ONE OF ELON MUSK'S ROCKETS WILL SOON CRASH INTO THE MOON: The booster was originally launched from Florida in February 2015 as part of an interplanetary mission to send a space weather satellite on a million-mile journey. But after completing a long burn of its engines and sending the NOAA’s Deep Space Climate Observatory on its way to the Lagrange point – a gravity-neutral position four times further than the moon and in direct line with the sun – the rocket’s second stage became derelict. At this stage it was high enough that it did not have enough fuel to return to Earth’s atmosphere but also “lacked the energy to escape the gravity of the Earth-Moon system”, meteorologist Eric Berger explained in a recent post on Ars Technica. “So it has been following a somewhat chaotic orbit since February 2015,” Berger added.
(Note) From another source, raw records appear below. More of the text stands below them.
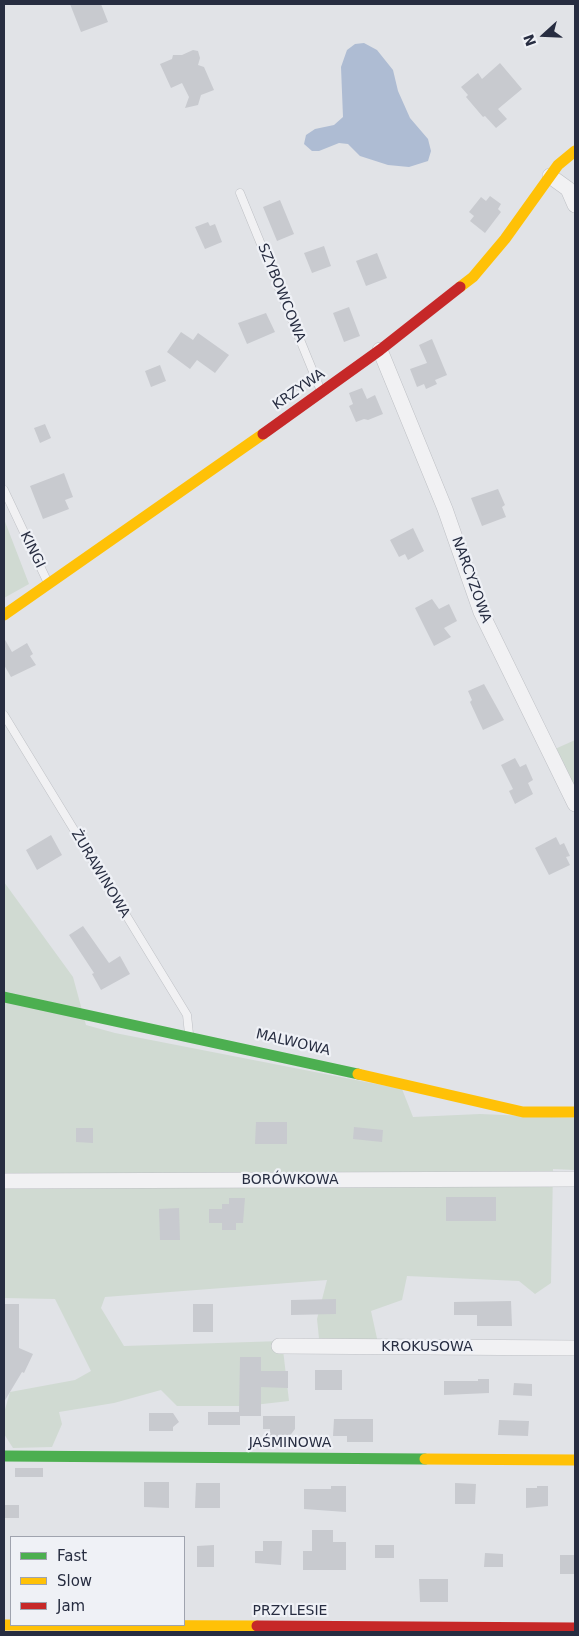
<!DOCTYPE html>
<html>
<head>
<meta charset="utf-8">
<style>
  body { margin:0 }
  #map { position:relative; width:579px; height:1636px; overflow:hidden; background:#e1e3e7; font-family:"DejaVu Sans",sans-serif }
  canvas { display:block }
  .frame { position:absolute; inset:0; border:5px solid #272d41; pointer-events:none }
  .legend { position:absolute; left:10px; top:1536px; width:175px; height:90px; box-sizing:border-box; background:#eff1f6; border:1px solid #9fa3ae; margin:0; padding:6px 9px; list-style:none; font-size:15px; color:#272d41 }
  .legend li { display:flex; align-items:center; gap:10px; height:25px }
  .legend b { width:25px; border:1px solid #9fa3ae }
  .north { position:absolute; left:519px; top:10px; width:50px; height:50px; -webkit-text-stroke:4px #eff1f6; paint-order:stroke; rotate:250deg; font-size:14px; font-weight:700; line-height:20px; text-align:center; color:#272d41 }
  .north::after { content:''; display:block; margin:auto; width:18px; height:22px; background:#272d41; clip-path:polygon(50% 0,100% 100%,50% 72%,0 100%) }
</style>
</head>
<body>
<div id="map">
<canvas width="579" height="1636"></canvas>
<div class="frame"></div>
<ul class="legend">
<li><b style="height:6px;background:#4caf50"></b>Fast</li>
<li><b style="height:6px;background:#ffc107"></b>Slow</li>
<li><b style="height:6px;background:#c62828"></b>Jam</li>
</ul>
<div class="north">N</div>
</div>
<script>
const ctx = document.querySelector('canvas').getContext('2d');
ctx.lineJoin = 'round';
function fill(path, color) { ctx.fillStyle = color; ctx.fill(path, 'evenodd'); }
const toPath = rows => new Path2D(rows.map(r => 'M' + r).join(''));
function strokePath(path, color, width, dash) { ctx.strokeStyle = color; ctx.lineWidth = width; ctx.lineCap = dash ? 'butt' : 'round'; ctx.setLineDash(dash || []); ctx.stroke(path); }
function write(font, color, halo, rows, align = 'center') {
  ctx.font = font + ' "DejaVu Sans",sans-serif'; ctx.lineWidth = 4.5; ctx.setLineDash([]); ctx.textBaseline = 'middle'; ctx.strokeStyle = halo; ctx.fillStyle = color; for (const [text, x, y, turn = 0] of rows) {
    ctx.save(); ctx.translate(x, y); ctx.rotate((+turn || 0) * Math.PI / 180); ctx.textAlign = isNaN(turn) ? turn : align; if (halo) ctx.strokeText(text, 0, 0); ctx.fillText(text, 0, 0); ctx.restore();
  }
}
const green = toPath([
  [4,519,29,584,4,598],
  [575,740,575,789,555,749],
  [4,882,73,977,86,1025,115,1033,402,1089,413,1117,480,1114,575,1118,575,1170,553,1169,551,1283,535,1294,519,1281,407,1276,402,1300,371,1311,378,1343,320,1348,317,1319,327,1280,105,1297,101,1308,124,1346,282,1341,289,1401,245,1406,177,1406,161,1390,114,1403,59,1412,62,1424,52,1447,13,1448,4,1434,4,1413,10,1392,75,1380,91,1371,55,1299,4,1298]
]);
const water = toPath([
  [364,43,377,50,393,70,398,91,410,118,428,139,431,151,428,161,409,167,388,165,360,156,348,144,339,143,319,151,312,151,304,144,306,135,315,129,334,125,343,117,341,67,347,50,355,44]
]);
const building = toPath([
  [70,4,101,4,108,22,81,32],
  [193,50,198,51,200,58,198,65,204,67,214,90,201,95,198,105,185,108,189,97,182,83,171,88,160,64,172,59,173,55,182,55],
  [500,63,522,89,498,109,507,119,496,128,485,116,483,117,466,97,468,95,461,87,478,73,482,79],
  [490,196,501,204,498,209,501,212,485,233,470,221,474,216,469,212,481,197,486,201],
  [280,200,294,234,277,241,263,207],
  [208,222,210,226,215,224,222,242,205,249,195,227],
  [324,246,331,266,312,273,304,253],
  [377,253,387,278,366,286,356,261],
  [349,307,360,336,344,342,333,313],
  [266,313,275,332,247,344,238,323],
  [181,332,193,340,198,333,229,355,215,373,197,360,190,369,167,352],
  [432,339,447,375,435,380,437,384,426,389,424,384,417,387,410,369,427,363,419,345],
  [160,365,166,381,151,387,145,371],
  [362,388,367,399,375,395,383,414,368,420,364,419,356,422,349,406,353,404,349,393],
  [45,424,51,438,40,443,34,428],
  [64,473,73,497,65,500,69,509,43,519,30,486],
  [498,489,505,505,502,507,506,517,482,526,471,498],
  [413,528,424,551,408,560,405,554,399,557,390,540],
  [432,599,439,609,449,604,457,621,444,628,451,637,434,646,415,608],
  [4,638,12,652,27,643,33,654,30,656,36,665,11,677,4,665],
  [484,684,504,720,483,730,470,702,472,700,468,691],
  [515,758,520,767,526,764,533,780,528,783,533,794,515,804,509,791,513,789,501,765],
  [51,835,62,855,37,870,26,850],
  [556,837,560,845,564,843,570,856,566,857,570,865,549,875,535,848],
  [83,926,109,963,120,956,130,974,101,990,92,974,94,973,69,935],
  [256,1122,287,1122,287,1144,255,1144],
  [354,1127,383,1130,382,1142,353,1139],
  [76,1128,93,1128,93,1143,76,1142],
  [446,1197,496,1197,496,1221,446,1221],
  [229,1198,245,1198,243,1223,236,1223,236,1230,222,1230,222,1223,209,1223,209,1209,222,1209,222,1204,229,1204],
  [179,1208,180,1240,160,1240,159,1209],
  [336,1299,336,1314,291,1315,291,1300],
  [511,1301,512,1326,477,1326,477,1315,454,1315,454,1302],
  [4,1304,19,1304,19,1348,33,1354,24,1373,22,1372,4,1402],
  [193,1304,213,1304,213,1332,193,1332],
  [240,1357,261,1357,261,1371,288,1371,288,1388,261,1387,261,1416,240,1416,240,1425,208,1425,208,1412,239,1412],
  [315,1370,342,1370,342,1390,315,1390],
  [478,1379,489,1379,489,1393,444,1395,444,1381,478,1381],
  [514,1383,532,1384,532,1396,513,1395],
  [149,1413,173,1413,179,1422,173,1427,173,1431,149,1431],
  [263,1416,295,1416,295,1429,289,1437,289,1442,270,1441,270,1429,263,1429],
  [334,1419,373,1419,373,1442,347,1442,347,1436,333,1436],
  [499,1420,529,1421,528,1436,498,1435],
  [15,1468,43,1468,43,1477,15,1477],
  [144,1482,169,1482,169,1508,144,1507],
  [196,1483,220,1483,220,1508,195,1508],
  [455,1483,476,1484,475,1504,455,1504],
  [331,1486,346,1486,346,1512,304,1509,304,1489,331,1489],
  [537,1486,548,1486,548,1506,526,1508,526,1488,537,1488],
  [4,1505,19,1505,19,1518,4,1518],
  [312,1530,333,1530,333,1542,346,1542,346,1570,303,1570,303,1551,312,1551],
  [263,1541,282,1541,281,1565,255,1563,255,1551,263,1551],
  [214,1545,214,1567,197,1567,197,1546],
  [375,1545,394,1545,394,1558,375,1558],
  [485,1553,503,1554,503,1567,484,1567],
  [560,1555,575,1555,575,1574,560,1574],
  [419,1579,448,1579,448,1602,420,1602]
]);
const lane = toPath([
  [240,193,321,391],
  [4,490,48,583],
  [4,715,187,1015,189,1034]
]);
const street = toPath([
  [550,176,568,189,575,205],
  [380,350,445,509,481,612,575,804],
  [4,1181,575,1179],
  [279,1346,575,1348]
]);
const fast = toPath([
  [4,997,358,1074],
  [4,1456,425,1459]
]);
const slow = toPath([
  [460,287,473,277,505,239,558,165,575,151],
  [4,615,263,434],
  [358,1074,523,1112,575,1112],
  [425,1459,575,1460],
  [4,1625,257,1626]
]);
const jam = toPath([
  [263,434,380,350,460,287],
  [257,1626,575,1628]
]);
const streetNames = [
  ["SZYBOWCOWA",281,293,68],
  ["KRZYWA",299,390,-35],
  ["KINGI",32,550,64],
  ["NARCYZOWA",471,580,70],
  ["ŻURAWINOWA",100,874,59],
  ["MALWOWA",293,1043,13],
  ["BORÓWKOWA",290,1180],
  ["KROKUSOWA",427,1347],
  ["JAŚMINOWA",290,1443],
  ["PRZYLESIE",290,1611]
];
fill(green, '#d0dad2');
fill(water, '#aebcd3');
fill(building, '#c8cacf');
strokePath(lane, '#bec0c5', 9);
strokePath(street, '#bec0c5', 16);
strokePath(lane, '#f1f1f3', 8);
strokePath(street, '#f1f1f3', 15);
strokePath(fast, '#4caf50', 11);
strokePath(slow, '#ffc107', 11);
strokePath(jam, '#c62828', 11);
write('14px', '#272d41', '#eff1f6', streetNames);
</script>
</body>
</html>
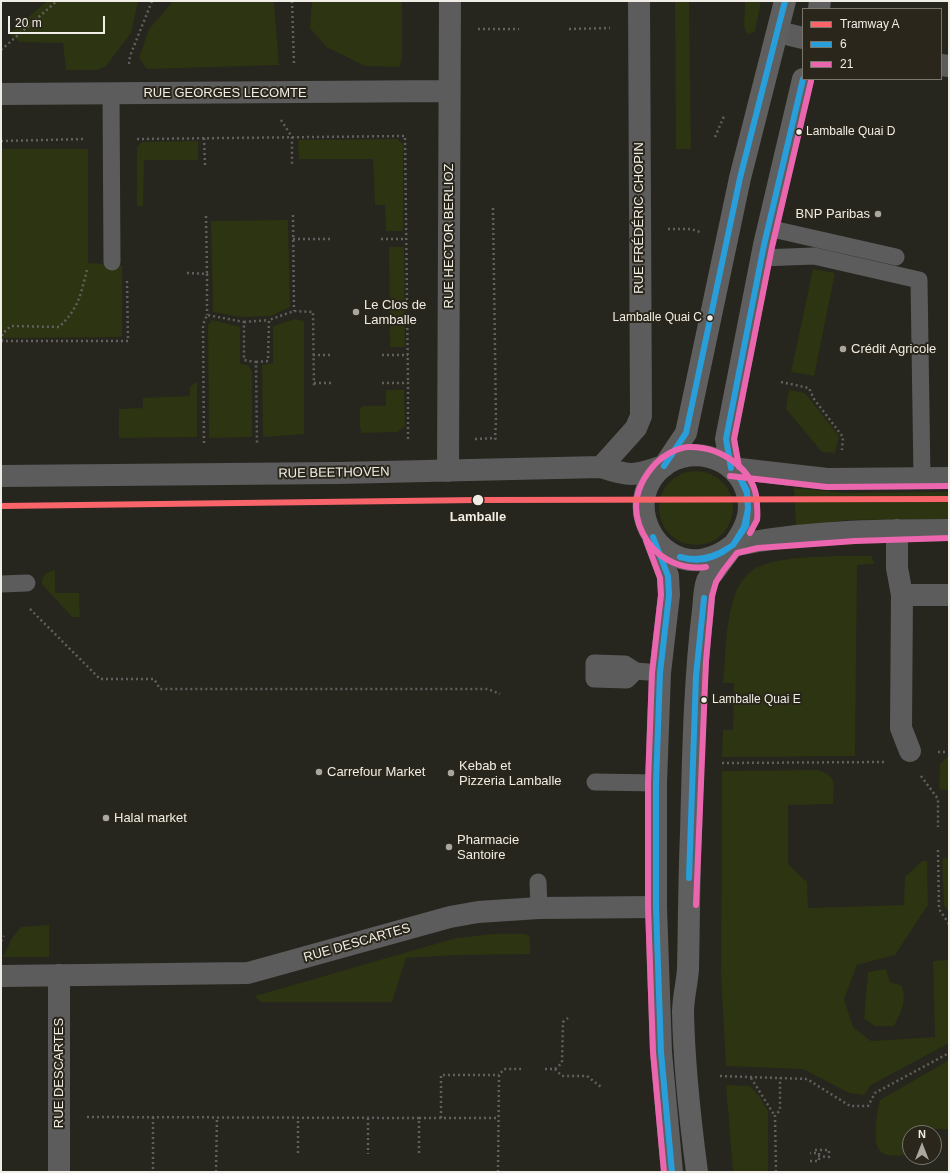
<!DOCTYPE html>
<meta charset="utf-8">
<style>
body{margin:0}
#map{position:relative;width:950px;height:1173px;overflow:hidden;background:#26251e;font-family:Helvetica,sans-serif}
canvas{display:block}
.frame{position:absolute;inset:0;border:2px solid #efede5;pointer-events:none}
.legend{position:absolute;left:802px;top:8px;width:140px;height:72px;box-sizing:border-box;background:#2a261b;border:1px solid #79766c;margin:0;padding:5px 7px;list-style:none;font-size:12px;color:#efede5}
.legend li{display:flex;align-items:center;gap:8px;height:20px}
.legend b{width:20px;border:1px solid #79766c}
.north{position:absolute;left:902px;top:1125px;width:40px;height:40px;box-sizing:border-box;background:#2a261b;border:1px solid #79766c;border-radius:50%;rotate:0deg;font-size:11px;font-weight:700;line-height:16px;text-align:center;color:#efede5}
.north::after{content:'';display:block;margin:auto;width:14px;height:18px;background:#a9a79f;clip-path:polygon(50% 0,100% 100%,50% 72%,0 100%)}
.scale{position:absolute;left:8px;top:16px;width:97px;height:18px;box-sizing:border-box;border:2px solid #efede5;border-top:0;padding-left:5px;font-size:12px;line-height:14px;white-space:nowrap;color:#efede5;-webkit-text-stroke:3px #2a261b;paint-order:stroke}
</style>
<div id="map">
<canvas width="950" height="1173"></canvas>
<div class="frame"></div>
<ul class="legend">
<li><b style="height:5px;background:#f8646a"></b>Tramway A</li>
<li><b style="height:5px;background:#289edb"></b>6</li>
<li><b style="height:5px;background:#ec66af"></b>21</li>
</ul>
<div class="north">N</div>
<div class="scale">20 m</div>
</div>
<script>
const c = document.querySelector('canvas').getContext('2d');
c.lineJoin = 'round';
function paint(path, color) { c.fillStyle = color; c.fill(path, 'evenodd'); }
function trace(path, color, width, dash) { c.strokeStyle = color; c.lineWidth = width; c.lineCap = dash ? 'butt' : 'round'; c.setLineDash(dash || []); c.stroke(path); }
function drawText(font, color, halo, rows, align = 'center') {
  c.font = font + ' Helvetica,sans-serif'; c.lineWidth = 4; c.setLineDash([]); c.textBaseline = 'middle'; c.strokeStyle = halo; c.fillStyle = color; for (const [text, x, y, turn = 0] of rows) {
    c.save(); c.translate(x, y); c.rotate((+turn || 0) * Math.PI / 180); c.textAlign = isNaN(turn) ? turn : align; if (halo) c.strokeText(text, 0, 0); c.fillText(text, 0, 0); c.restore();
  }
}
paint(new Path2D(`
 M 47,1 L 138,1 L 131,33 L 106,66 L 97,70 L 66,70 L 63,43 L 20,42 L 9,34 Z
 M 173,1 L 274,2 L 279,65 L 147,69 L 139,58 L 149,29 Z
 M 312,1 L 402,1 L 402,59 L 399,67 L 365,66 L 326,47 L 310,28 Z
 M 675,1 L 689,1 L 691,149 L 676,149 Z
 M 745,1 L 761,1 L 755,31 L 750,34 L 747,33 L 744,27 Z
 M 397,139 L 403,144 L 403,231 L 386,231 L 385,205 L 375,205 L 373,159 L 299,159 L 298,140 Z
 M 198,141 L 198,160 L 144,160 L 143,206 L 137,206 L 137,147 L 142,142 Z
 M 1,149 L 88,149 L 88,263 L 122,265 L 122,337 L 1,338 Z
 M 288,220 L 290,307 L 271,316 L 241,317 L 213,312 L 211,221 Z
 M 389,247 L 404,247 L 405,347 L 390,347 Z
 M 813,269 L 835,273 L 814,376 L 791,372 Z
 M 295,319 L 304,321 L 304,434 L 263,437 L 262,365 L 273,363 L 273,326 Z
 M 212,320 L 240,327 L 240,364 L 248,365 L 252,371 L 252,437 L 209,438 L 208,325 Z
 M 195,383 L 197,383 L 197,437 L 119,438 L 119,409 L 143,408 L 143,398 L 190,396 L 190,387 Z
 M 386,390 L 404,390 L 405,426 L 397,432 L 362,433 L 360,428 L 360,409 L 363,406 L 386,406 Z
 M 789,390 L 805,393 L 839,436 L 835,453 L 822,452 L 786,409 Z
 M659 508a37 37 0 1 1 74 0a37 37 0 1 1-74 0Z
 M 794,488 L 845,493 L 949,492 L 949,519 L 847,520 L 796,527 Z
 M 871,556 L 875,564 L 857,565 L 855,756 L 722,757 L 723,730 L 733,730 L 734,683 L 723,683 C 726,653 725,620 736,592 C 739,583 746,575 754,569 C 779,554 842,556 871,556 Z
 M 55,570 L 55,593 L 79,593 L 80,617 L 72,617 L 42,584 C 41,575 47,572 55,570 Z
 M 947,757 L 949,757 L 949,790 L 941,790 L 939,788 L 940,764 Z
 M 818,770 C 838,776 834,785 833,804 L 788,805 L 788,864 L 807,882 L 808,908 L 904,905 L 905,877 L 922,861 L 927,861 L 928,905 L 895,955 L 857,965 L 844,999 L 853,1027 L 871,1041 L 935,1037 L 933,961 L 949,960 L 949,1043 L 871,1085 L 864,1095 L 849,1093 L 803,1069 L 726,1066 L 721,975 L 722,771 Z
 M 945,857 L 949,860 L 949,912 L 944,905 L 942,860 Z
 M 49,925 L 49,957 L 3,957 L 12,938 L 21,927 Z
 M 494,934 L 526,934 L 530,937 L 530,954 L 456,955 L 406,958 L 392,1002 L 260,1002 L 255,996 L 456,938 Z
 M 886,969 L 890,982 L 902,986 C 907,1002 901,1012 894,1026 L 874,1026 L 864,1018 L 868,972 Z
 M 949,1060 L 949,1129 L 923,1129 L 922,1133 L 910,1133 L 910,1155 C 902,1155 890,1157 882,1153 C 871,1147 877,1111 880,1100 Z
 M 726,1085 L 750,1086 L 760,1097 L 768,1111 L 768,1172 L 733,1172 Z`), '#2c3411');
trace(new Path2D(`
 M 292,1 L 294,64
 M 478,29 L 519,29
 M 569,29 L 610,28
 M 1,50 L 57,1
 M 129,64 L 130,56 L 152,1
 M 281,120 L 292,137 L 292,164
 M 715,137 L 725,114
 M 204,138 L 205,165
 M 137,139 L 405,136 L 408,383
 M 1,141 L 86,139
 M 493,208 L 496,421 L 495,438 L 497,441
 M 293,215 L 294,311
 M 206,216 L 207,274
 M 668,229 L 691,229 L 700,232
 M 293,239 L 330,239
 M 381,239 L 406,239
 M 187,273 L 207,274 L 207,315
 M 244,322 L 269,320
 M 1,341 L 128,341 L 127,281
 M 2,341 L 2,334 L 11,326 L 59,327 C 79,308 80,296 87,270
 M 313,355 L 331,355
 M 382,355 L 408,355
 M 256,362 L 268,361 L 269,320 L 294,311 L 313,312 L 314,388
 M 781,382 L 809,388 L 814,399 L 843,437 L 842,450
 M 314,383 L 332,383
 M 382,383 L 408,383 L 408,440
 M 475,439 L 495,438
 M 204,443 L 203,325 L 207,315 L 244,322 L 244,360 L 256,362 L 257,443
 M 30,609 L 100,679 L 154,679 L 160,689 L 488,689 L 500,694
 M 938,752 L 949,752
 M 722,763 L 885,762
 M 921,776 L 938,799 L 938,827
 M 938,850 L 939,909 L 949,924
 M 1,941 L 4,936
 M 545,1069 L 555,1069 L 562,1063 L 563,1022 L 568,1018
 M 555,1069 L 562,1076 L 587,1076 L 601,1087
 M 720,1076 L 807,1079 L 850,1106 L 868,1106 L 875,1093 L 949,1053
 M 751,1078 L 775,1116
 M 87,1117 L 419,1118
 M 153,1117 L 153,1172
 M 368,1118 L 368,1154
 M 441,1118 L 441,1075 L 499,1075
 M 815,1150 L 829,1150 L 829,1157 L 817,1156
 M 298,1153 L 298,1118
 M 419,1153 L 419,1118 L 498,1118
 M 810,1161 L 819,1161 L 819,1153 L 810,1153
 M 216,1172 L 217,1117
 M 498,1172 L 499,1075 L 504,1069 L 521,1069
 M 776,1172 L 775,1116 L 780,1110 L 780,1078`), '#61605f', 2.5, [2, 3]);
trace(new Path2D(`
 M 111,93 L 112,262
 M 768,228 L 896,257
 M 761,258 L 814,256 L 919,280 L 922,478
 M 1,584 L 27,583
 M 636,671 L 627,680 L 594,679 L 594,663 L 625,664 L 636,671 L 660,673
 M 595,782 L 656,783
 M 538,882 L 539,908`), '#5d5c5c', 17);
trace(new Path2D(`
 M 778,32 L 803,38
 M 941,65 L 949,66
 M 1,94 L 449,91
 M 601,467 L 636,428 L 641,416 L 639,1
 M 731,468 L 827,479 L 949,478
 M 448,471 L 450,1
 M 1,476 L 338,473 L 601,467 C 631,477 633,476 664,466
 M 897,530 L 897,568 L 902,595
 M 732,546 C 803,531 877,530 949,530
 M 910,751 L 901,728 L 902,595 L 949,595
 M 59,975 L 59,1172
 M 1,976 L 248,973 L 450,917 L 478,912 L 539,908 L 656,907`), '#5d5c5c', 22);
trace(new Path2D(`
 M 819,9 L 820,1
 M 664,466 L 686,433 L 740,178 L 785,1
 M 731,468 L 726,439 L 764,245 L 803,79
 M 654,540 L 668,576 L 669,595 L 660,673 L 656,783 L 656,907 L 661,1052 L 672,1172
 M 697,1172 C 690,1119 684,1066 683,1012 C 683,998 687,984 688,969 C 689,924 689,878 691,833 C 693,759 694,684 703,610 C 704,601 704,589 707,581 C 709,577 713,573 716,569 C 731,547 754,526 748,497 C 739,454 685,442 657,472 C 625,506 655,565 701,560 C 713,558 723,553 732,546`), '#5e5f5e', 22);
trace(new Path2D(`
 M 664,466 L 686,433 L 740,178 L 785,1
 M 731,468 L 726,439 L 764,245 L 803,79
 M 740,478 L 747,491 L 748,509
 M 740,478 L 747,493 L 748,509
 M 653,537 L 668,576 L 669,595 L 660,673 L 656,783 L 656,907 L 661,1052 L 672,1172
 M 733,545 L 744,527 L 748,509
 M 733,545 L 746,526 L 748,509
 M 680,557 C 698,562 715,557 730,547
 M 680,557 C 698,563 715,559 730,547
 M 689,878 L 696,676 L 704,598`), '#289edb', 6);
trace(new Path2D(`
 M 739,467 L 734,439 L 772,247 L 811,81
 M 730,476 L 827,487 L 949,486
 M 646,540 L 660,578 L 661,595 L 652,673 L 648,783 L 648,907 L 653,1052 L 664,1172
 M 706,567 C 684,570 661,561 648,542 C 629,514 633,488 656,463 C 663,456 676,448 688,447 C 720,446 756,469 757,504 C 757,509 758,515 757,520 C 755,524 752,529 750,533
 M 696,905 L 706,661 L 712,596 L 716,582 L 723,571 L 737,553 L 758,548 L 855,541 L 949,538`), '#ec66af', 6);
trace(new Path2D(`
 M 1,506 L 478,500 L 949,499`), '#f8646a', 6);
for (const [x, y, r, color] of [
 [799,132,3.5,"#efede5"],
 [878,214,4,"#a9a79f"],
 [356,312,4,"#a9a79f"],
 [710,318,3.5,"#efede5"],
 [843,349,4,"#a9a79f"],
 [478,500,6,"#efede5"],
 [704,700,3.5,"#efede5"],
 [319,772,4,"#a9a79f"],
 [451,773,4,"#a9a79f"],
 [106,818,4,"#a9a79f"],
 [449,847,4,"#a9a79f"]
]) { const dot = new Path2D(); dot.arc(x, y, r, 0, 2 * Math.PI); c.fillStyle = color; c.fill(dot); trace(dot, '#2a261b', 1.5); }
drawText('12px', '#efede5', '#2a261b', [
 ["Lamballe Quai D",806,132],
 ["Lamballe Quai C",702,318,"right"],
 ["Lamballe Quai E",712,700]
], 'left');
drawText('13px', '#efede5', '#2a261b', [
 ["RUE GEORGES LECOMTE",225,93],
 ["RUE FRÉDÉRIC CHOPIN",639,218,-90],
 ["RUE HECTOR BERLIOZ",449,236,-90],
 ["RUE BEETHOVEN",334,473,-1],
 ["RUE DESCARTES",357,943,-16],
 ["RUE DESCARTES",59,1073,-90]
]);
drawText('13px', '#efede5', '#2a261b', [
 ["BNP Paribas",870,214,"right"],
 ["Le Clos de",364,305],
 ["Lamballe",364,320],
 ["Crédit Agricole",851,349],
 ["Kebab et",459,766],
 ["Pizzeria Lamballe",459,781],
 ["Carrefour Market",327,772],
 ["Halal market",114,818],
 ["Pharmacie",457,840],
 ["Santoire",457,855]
], 'left');
drawText('bold 13px', '#efede5', '#2a261b', [
 ["Lamballe",478,517]
]);
</script>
Space observers believe the rocket – about four metric tonnes of “space junk” – is on course to intersect with the moon at a velocity of about 2.58km/s in a matter of weeks. Bill Gray, who writes software to track near-Earth objects, asteroids, minor planets, and comets, has said the Falcon 9’s upper stage will very likely hit the far side of the moon, near the equator, on 4 March. The data analyst said in a recent blog post that the object “made a close lunar flyby on January 5” but will make “a certain impact at March 4”. And who's going to clean that up?